--- To do ---
Pull every line with "absolute" from the data below and copy it.

*** Provided records ***

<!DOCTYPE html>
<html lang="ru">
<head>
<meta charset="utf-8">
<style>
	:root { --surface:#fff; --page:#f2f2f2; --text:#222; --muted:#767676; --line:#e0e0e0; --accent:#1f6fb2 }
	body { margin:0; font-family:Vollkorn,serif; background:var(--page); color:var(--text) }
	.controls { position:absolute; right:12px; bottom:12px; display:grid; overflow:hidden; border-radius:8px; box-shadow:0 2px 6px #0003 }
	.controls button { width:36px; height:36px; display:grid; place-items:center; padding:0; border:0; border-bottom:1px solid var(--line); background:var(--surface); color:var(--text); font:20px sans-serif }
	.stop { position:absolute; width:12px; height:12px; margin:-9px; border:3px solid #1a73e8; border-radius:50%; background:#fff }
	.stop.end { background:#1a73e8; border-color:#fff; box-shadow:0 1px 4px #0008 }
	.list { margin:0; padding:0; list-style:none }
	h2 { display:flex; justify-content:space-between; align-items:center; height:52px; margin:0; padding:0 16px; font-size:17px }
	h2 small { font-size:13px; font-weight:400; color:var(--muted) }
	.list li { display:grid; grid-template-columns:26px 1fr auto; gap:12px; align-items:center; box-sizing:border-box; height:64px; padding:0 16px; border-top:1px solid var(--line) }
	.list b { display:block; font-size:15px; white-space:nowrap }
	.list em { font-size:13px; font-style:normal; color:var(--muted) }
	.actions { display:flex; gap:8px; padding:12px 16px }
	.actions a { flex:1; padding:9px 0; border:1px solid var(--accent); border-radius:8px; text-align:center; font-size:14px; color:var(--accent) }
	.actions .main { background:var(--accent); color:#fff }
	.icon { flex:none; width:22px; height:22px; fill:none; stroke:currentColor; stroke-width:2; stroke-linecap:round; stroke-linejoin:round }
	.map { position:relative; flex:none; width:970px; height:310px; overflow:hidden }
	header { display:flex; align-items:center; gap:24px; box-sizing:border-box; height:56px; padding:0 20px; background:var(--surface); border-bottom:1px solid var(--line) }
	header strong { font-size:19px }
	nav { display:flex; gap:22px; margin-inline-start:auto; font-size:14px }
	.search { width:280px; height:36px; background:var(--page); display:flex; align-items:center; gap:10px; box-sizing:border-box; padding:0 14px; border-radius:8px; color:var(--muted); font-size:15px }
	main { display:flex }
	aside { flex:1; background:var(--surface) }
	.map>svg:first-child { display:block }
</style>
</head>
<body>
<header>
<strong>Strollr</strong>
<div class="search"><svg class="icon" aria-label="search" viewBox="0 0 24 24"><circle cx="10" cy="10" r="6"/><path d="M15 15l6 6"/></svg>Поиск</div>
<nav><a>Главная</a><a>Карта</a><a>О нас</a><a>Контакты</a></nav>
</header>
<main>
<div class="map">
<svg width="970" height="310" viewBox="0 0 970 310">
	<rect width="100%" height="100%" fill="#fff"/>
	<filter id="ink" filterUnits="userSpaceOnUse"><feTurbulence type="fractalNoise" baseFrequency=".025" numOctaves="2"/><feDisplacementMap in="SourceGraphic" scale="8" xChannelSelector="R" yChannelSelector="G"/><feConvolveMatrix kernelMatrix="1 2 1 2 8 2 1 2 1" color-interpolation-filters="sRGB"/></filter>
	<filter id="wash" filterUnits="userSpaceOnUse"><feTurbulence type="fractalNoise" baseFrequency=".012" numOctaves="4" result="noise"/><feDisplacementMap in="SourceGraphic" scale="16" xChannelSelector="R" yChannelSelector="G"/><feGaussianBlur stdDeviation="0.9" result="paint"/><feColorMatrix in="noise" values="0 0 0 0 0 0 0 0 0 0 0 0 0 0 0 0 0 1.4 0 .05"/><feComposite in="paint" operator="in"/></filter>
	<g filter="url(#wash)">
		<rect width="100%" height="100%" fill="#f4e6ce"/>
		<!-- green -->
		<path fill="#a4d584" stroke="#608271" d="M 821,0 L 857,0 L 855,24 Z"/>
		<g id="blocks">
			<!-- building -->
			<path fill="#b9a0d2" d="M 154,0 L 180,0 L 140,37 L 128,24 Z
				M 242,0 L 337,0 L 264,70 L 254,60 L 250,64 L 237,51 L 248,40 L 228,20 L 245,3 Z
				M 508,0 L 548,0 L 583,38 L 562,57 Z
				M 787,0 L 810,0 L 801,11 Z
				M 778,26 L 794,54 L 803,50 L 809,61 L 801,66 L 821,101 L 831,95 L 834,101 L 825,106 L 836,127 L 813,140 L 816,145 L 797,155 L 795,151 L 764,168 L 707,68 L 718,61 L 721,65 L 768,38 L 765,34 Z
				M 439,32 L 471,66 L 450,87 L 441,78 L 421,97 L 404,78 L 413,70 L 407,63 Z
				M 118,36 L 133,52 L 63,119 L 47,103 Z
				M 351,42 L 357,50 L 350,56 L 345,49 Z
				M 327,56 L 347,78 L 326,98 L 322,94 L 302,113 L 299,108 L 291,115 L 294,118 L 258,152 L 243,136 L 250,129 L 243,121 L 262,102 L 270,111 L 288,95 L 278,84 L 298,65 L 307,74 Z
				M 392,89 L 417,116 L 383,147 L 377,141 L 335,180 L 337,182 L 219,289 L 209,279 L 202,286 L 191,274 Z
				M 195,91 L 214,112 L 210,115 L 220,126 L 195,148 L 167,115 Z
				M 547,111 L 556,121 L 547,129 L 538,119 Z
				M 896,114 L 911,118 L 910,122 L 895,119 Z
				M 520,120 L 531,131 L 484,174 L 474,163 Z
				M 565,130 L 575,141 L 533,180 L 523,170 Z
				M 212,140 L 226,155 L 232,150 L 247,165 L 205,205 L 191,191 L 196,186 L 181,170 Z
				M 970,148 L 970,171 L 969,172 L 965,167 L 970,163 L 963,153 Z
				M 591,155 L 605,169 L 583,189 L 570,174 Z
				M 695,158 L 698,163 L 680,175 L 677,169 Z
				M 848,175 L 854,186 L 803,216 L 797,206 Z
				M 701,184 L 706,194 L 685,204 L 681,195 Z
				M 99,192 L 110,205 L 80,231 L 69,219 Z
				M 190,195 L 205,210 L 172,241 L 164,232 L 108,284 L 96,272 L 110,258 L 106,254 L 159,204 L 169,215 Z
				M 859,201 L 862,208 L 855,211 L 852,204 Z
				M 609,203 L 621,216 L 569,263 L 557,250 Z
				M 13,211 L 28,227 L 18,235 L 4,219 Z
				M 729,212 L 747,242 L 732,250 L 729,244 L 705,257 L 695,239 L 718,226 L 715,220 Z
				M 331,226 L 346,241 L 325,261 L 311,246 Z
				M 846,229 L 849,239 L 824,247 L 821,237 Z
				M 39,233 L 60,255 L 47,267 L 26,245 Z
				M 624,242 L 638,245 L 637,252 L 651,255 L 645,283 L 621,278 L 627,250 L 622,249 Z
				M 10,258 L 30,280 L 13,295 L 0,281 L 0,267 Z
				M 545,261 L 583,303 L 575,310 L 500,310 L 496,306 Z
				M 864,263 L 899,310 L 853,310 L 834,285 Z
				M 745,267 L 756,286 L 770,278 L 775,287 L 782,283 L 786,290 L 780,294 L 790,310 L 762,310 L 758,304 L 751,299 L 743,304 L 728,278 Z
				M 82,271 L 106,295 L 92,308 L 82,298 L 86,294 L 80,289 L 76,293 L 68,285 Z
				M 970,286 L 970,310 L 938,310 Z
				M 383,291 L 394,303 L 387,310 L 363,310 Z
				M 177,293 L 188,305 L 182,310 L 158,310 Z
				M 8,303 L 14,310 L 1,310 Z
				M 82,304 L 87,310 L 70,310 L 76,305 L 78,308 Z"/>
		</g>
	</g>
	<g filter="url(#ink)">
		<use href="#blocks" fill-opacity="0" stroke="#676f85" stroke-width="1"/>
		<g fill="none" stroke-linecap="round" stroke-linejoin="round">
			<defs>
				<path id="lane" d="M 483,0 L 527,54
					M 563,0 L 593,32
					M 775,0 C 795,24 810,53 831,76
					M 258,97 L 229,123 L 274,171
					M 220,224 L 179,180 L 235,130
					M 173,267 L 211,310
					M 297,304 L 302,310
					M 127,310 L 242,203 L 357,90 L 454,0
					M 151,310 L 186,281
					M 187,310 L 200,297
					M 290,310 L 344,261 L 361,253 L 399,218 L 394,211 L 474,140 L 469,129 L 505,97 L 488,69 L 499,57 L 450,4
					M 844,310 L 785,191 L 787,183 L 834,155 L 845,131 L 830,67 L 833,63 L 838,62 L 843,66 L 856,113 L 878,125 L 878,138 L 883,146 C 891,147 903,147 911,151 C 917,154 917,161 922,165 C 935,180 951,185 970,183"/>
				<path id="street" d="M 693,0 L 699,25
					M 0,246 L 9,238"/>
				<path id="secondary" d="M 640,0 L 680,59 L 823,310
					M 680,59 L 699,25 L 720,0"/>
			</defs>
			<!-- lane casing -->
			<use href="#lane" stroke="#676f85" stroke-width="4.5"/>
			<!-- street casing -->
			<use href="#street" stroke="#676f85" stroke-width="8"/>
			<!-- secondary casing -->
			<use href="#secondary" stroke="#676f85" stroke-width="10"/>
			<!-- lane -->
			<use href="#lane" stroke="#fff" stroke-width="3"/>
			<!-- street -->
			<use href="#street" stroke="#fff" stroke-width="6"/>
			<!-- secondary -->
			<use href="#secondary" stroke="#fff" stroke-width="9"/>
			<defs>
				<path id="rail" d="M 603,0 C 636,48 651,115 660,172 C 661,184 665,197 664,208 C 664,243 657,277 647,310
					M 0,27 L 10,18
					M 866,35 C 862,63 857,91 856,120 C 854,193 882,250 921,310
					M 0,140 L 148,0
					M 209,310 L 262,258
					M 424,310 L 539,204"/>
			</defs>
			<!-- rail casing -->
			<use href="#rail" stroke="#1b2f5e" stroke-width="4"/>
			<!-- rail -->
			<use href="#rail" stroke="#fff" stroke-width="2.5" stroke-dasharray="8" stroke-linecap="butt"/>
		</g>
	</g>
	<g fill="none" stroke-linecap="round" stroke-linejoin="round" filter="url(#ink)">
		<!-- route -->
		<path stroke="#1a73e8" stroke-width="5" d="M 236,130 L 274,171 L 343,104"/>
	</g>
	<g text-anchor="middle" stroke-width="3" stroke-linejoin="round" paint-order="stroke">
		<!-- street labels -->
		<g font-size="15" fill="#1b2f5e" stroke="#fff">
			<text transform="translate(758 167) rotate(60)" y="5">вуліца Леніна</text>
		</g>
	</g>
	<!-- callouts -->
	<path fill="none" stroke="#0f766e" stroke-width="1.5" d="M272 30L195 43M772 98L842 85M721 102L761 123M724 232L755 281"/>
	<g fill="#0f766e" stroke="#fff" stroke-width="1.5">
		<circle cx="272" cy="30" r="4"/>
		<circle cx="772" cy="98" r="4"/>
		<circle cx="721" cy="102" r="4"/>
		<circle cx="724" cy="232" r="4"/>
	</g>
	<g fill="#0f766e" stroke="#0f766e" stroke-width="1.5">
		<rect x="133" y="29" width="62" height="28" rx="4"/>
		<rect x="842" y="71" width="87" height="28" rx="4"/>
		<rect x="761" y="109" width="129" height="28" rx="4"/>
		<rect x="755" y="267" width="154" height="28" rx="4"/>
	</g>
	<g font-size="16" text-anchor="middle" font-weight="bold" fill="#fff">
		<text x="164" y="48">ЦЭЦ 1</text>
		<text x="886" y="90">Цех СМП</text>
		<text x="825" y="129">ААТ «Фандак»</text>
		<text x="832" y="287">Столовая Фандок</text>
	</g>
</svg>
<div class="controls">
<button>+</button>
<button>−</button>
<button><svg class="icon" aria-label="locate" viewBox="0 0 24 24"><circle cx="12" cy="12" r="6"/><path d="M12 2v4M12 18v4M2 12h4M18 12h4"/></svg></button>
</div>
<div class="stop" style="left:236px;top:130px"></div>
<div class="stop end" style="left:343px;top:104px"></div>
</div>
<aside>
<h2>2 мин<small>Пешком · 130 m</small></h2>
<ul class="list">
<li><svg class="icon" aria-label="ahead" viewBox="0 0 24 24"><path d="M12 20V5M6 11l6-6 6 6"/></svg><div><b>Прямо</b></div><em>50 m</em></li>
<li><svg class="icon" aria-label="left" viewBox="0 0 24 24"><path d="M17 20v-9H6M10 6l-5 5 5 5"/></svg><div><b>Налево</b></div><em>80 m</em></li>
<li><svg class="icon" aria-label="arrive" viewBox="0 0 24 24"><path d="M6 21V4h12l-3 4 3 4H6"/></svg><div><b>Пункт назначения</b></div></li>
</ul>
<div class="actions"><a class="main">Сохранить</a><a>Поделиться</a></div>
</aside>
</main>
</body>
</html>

***

--- Answer to this task ---
	.controls { position:absolute; right:12px; bottom:12px; display:grid; overflow:hidden; border-radius:8px; box-shadow:0 2px 6px #0003 }
	.stop { position:absolute; width:12px; height:12px; margin:-9px; border:3px solid #1a73e8; border-radius:50%; background:#fff }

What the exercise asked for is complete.